Late Monday night, the House Rules Committee advanced Amendment 1388, merging the Safeguard American Voter Eligibility Act — better known as the SAVE Act — directly onto the National Defense Authorization Act. If you want to fund the military, you now have to vote for voter ID. Speaker Mike Johnson just welded them together.

It's called MIRVing, and Johnson isn't being subtle about it.

"We're going to pass a MIRV, or what's better known as a merge onto the rule," Johnson explained. "So what that means is, when Republicans vote for the rule, they'll be voting not just for the NDAA and everything else is there, but they'll be voting to merge onto that the SAVE America Act we passed back in February."
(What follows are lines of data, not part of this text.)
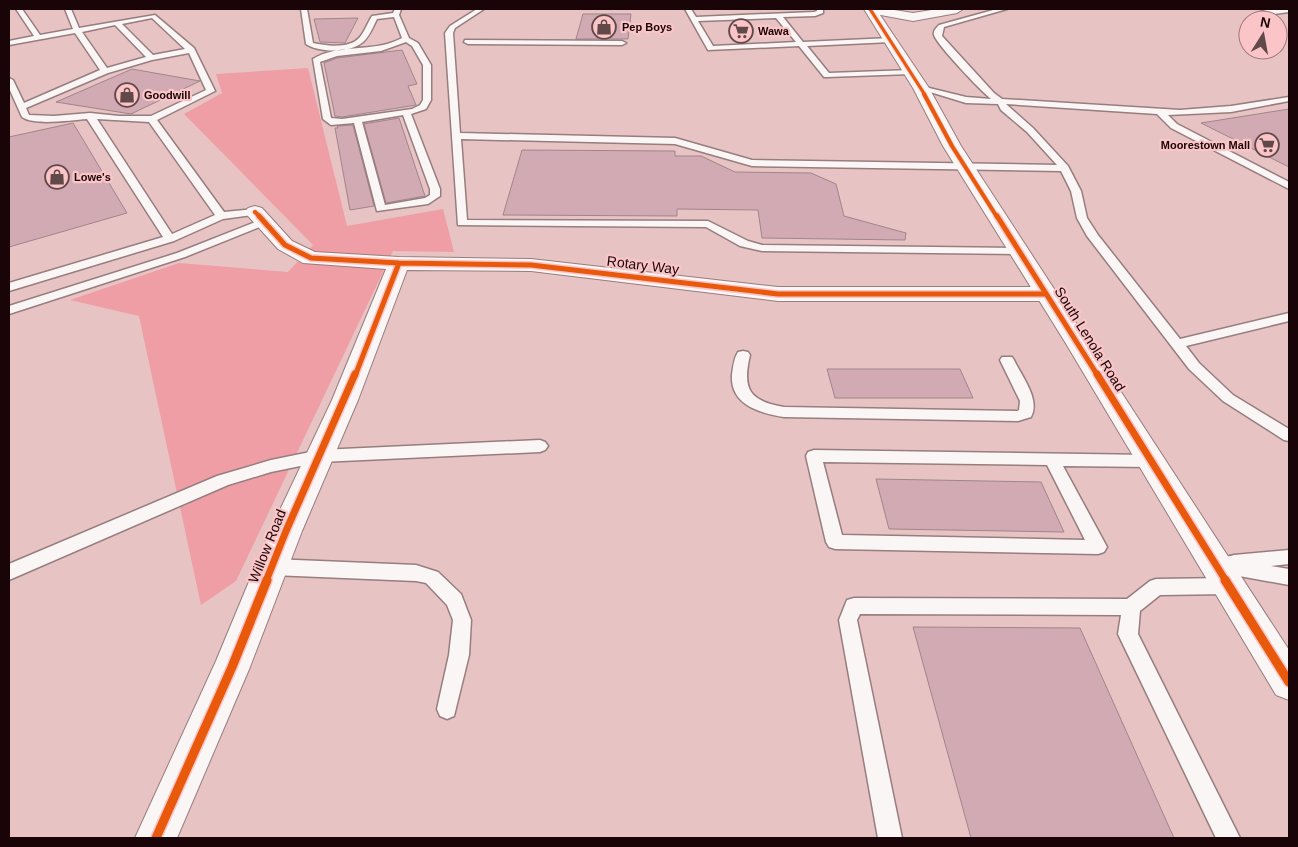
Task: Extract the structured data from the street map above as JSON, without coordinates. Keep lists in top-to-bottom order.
{
  "streets": {
    "main road": ["Rotary Way", "South Lenola Road", "Willow Road"]
  },
  "crossings": [
    ["Rotary Way", "South Lenola Road"],
    ["Rotary Way", "Willow Road"]
  ],
  "places": {
    "shop": ["Pep Boys", "Goodwill", "Lowe's"],
    "supermarket": ["Wawa", "Moorestown Mall"]
  },
  "north": "top"
}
Then came the quiet part out loud: "So if any Republicans choose to vote against the rule, they will be voting against that outcome." Translation — vote no on the defense bill, and you're the Republican who killed voter ID. Good luck explaining that in a primary.
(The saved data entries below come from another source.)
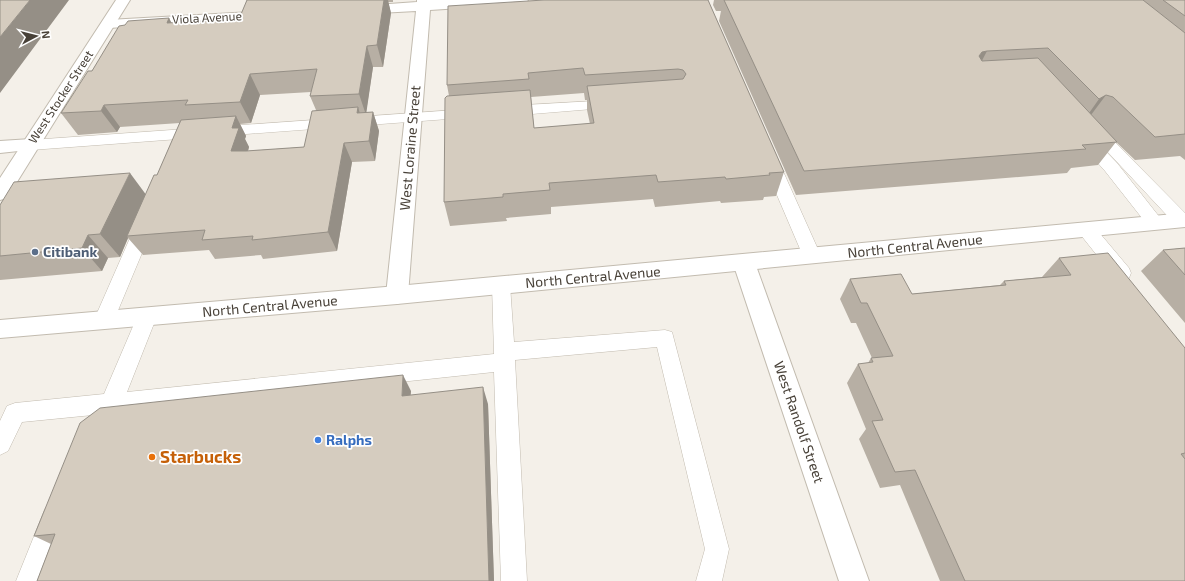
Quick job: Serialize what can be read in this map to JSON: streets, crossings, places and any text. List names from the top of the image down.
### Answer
{
  "streets": {
    "street": [
      "Viola Avenue",
      "West Stocker Street",
      "West Loraine Street",
      "North Central Avenue",
      "West Randolf Street"
    ]
  },
  "crossings": [
    ["Viola Avenue", "West Stocker Street"],
    ["West Loraine Street", "North Central Avenue"],
    ["North Central Avenue", "West Randolf Street"]
  ],
  "places": ["Citibank", "Ralphs", "Starbucks"],
  "north": "right"
}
The SAVE Act, which the House already passed back in February, requires proof of citizenship to register to vote in federal elections. It's the kind of legislation that polls at 80-plus percent approval and somehow still can't get through the Senate without being stapled to something the Senate actually has to pass. Hence the NDAA. Nobody votes against funding the troops.

Johnson's procedural move isn't exactly new. MIRVing takes its name from the Cold War term for multiple warheads on a single missile — one vote, multiple payloads. It's the legislative equivalent of hiding vegetables in the mac and cheese, except the vegetables are election integrity and the mac and cheese is the defense budget.

Not everyone's thrilled with the strategy, even on the right. Representative Anna Paulina Luna pointed out the vulnerability: "MIRVing the NDAA plus either SAVE America or Voter I.D. would still allow the Senate to strip out either or." She's not wrong. The Senate can surgically remove the SAVE Act provisions during conference and send back a clean NDAA.

Democrats are already broadcasting that exact plan. Jim McGovern, the ranking member on the House Rules Committee, said it plainly: "Let me be clear: The Senate will just strip the Save Act out. They've already said that merging it with the NDAA bill doesn't prevent that."

Senate Majority Leader John Thune hasn't committed to keeping the SAVE Act language intact once it crosses the chamber. That silence is doing a lot of work.

President Trump weighed in with his own framing: "That's what being a leader's about… We have to be able to get Voter ID." He's backing the merger and pressuring the Senate to keep the provisions whole, but whether that pressure translates to sixty votes is another conversation entirely.

What Johnson has actually accomplished is tactical. He's made the vote binary. Every Republican who walks into that chamber will cast one vote that covers both defense spending and voter ID requirements. Anyone who votes no gets tagged with opposing both. Anyone who votes yes is on record supporting proof of citizenship for voter registration — a position that's nearly impossible to attack in a general election.

The real fight was always going to be in the Senate. Johnson knows that. Luna knows that. McGovern is practically celebrating it.

But forcing the recorded vote is the point. When the Senate strips the SAVE Act — and McGovern seems awfully confident they will — every senator who allows it will have done so on camera, with their name attached, on a provision that requires nothing more than proving you're a citizen before you vote in a federal election.

That's not a policy loss. That's an opposition research file building itself.